# WHAT YOU SHOULD DO
Please say how many lines of the listing hold "like", with no other words in the answer.

# DATASET RECORDS
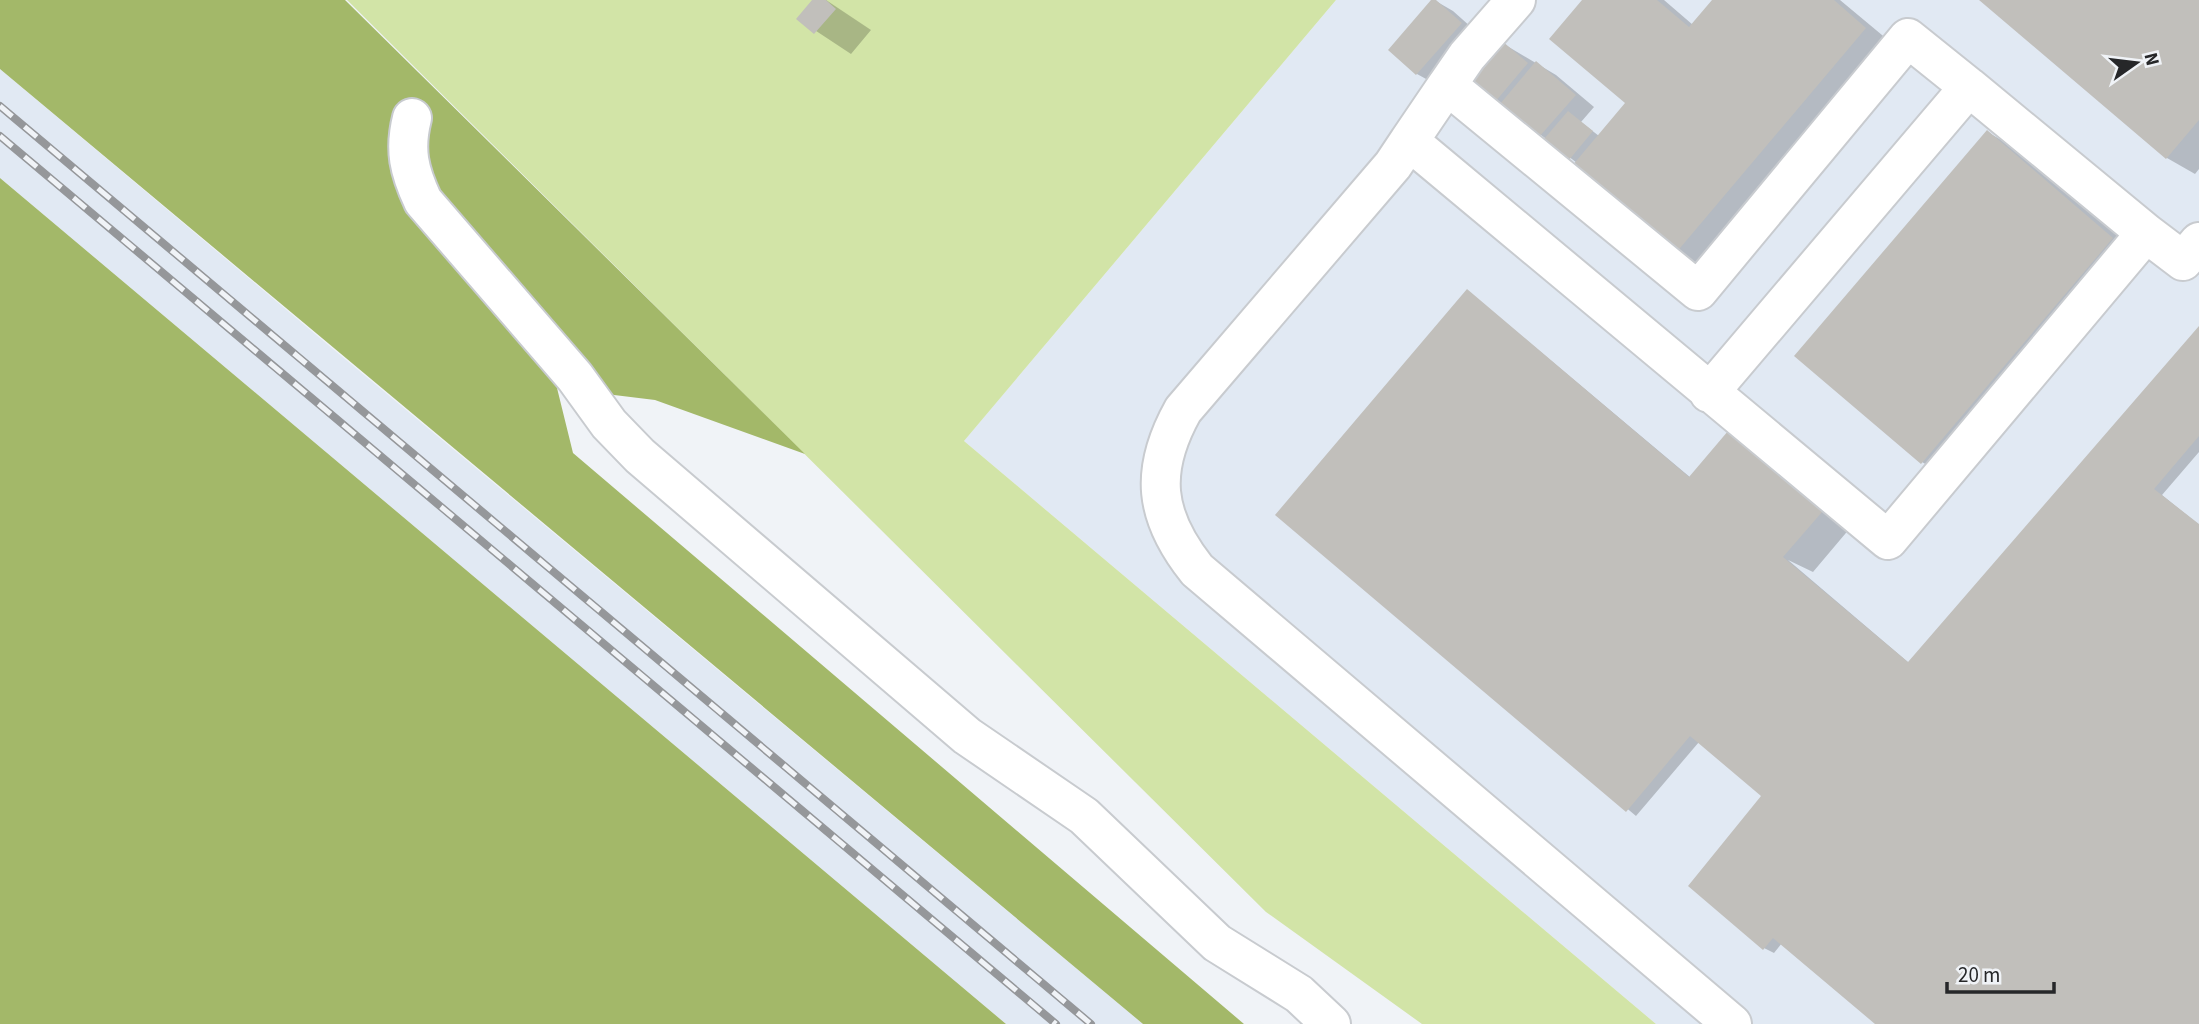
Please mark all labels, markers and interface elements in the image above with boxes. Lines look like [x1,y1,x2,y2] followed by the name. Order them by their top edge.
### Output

---

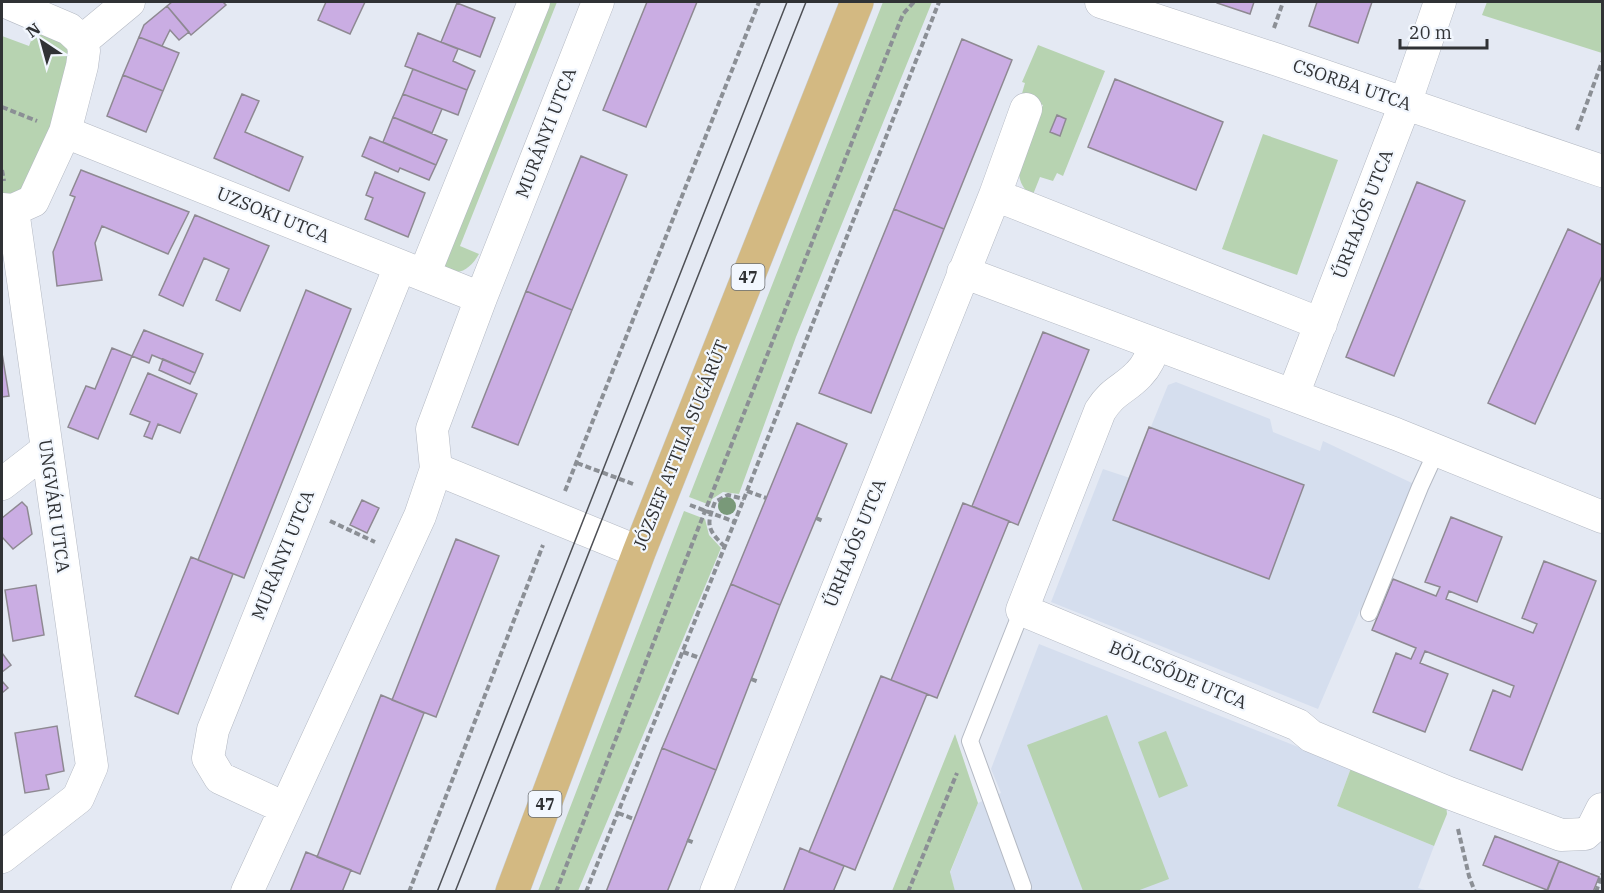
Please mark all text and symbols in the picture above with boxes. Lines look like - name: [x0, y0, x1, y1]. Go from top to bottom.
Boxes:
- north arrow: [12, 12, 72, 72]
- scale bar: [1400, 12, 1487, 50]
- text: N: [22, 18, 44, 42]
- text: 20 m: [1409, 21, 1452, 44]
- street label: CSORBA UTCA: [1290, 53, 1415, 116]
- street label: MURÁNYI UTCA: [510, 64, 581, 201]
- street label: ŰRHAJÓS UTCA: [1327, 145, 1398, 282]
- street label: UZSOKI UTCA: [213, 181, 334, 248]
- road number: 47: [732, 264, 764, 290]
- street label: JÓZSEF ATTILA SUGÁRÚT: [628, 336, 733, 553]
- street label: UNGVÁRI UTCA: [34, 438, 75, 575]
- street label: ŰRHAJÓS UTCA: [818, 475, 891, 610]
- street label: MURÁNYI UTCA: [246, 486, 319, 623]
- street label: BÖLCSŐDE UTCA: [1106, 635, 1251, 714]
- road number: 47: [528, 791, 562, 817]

# ANSWER SECTION
2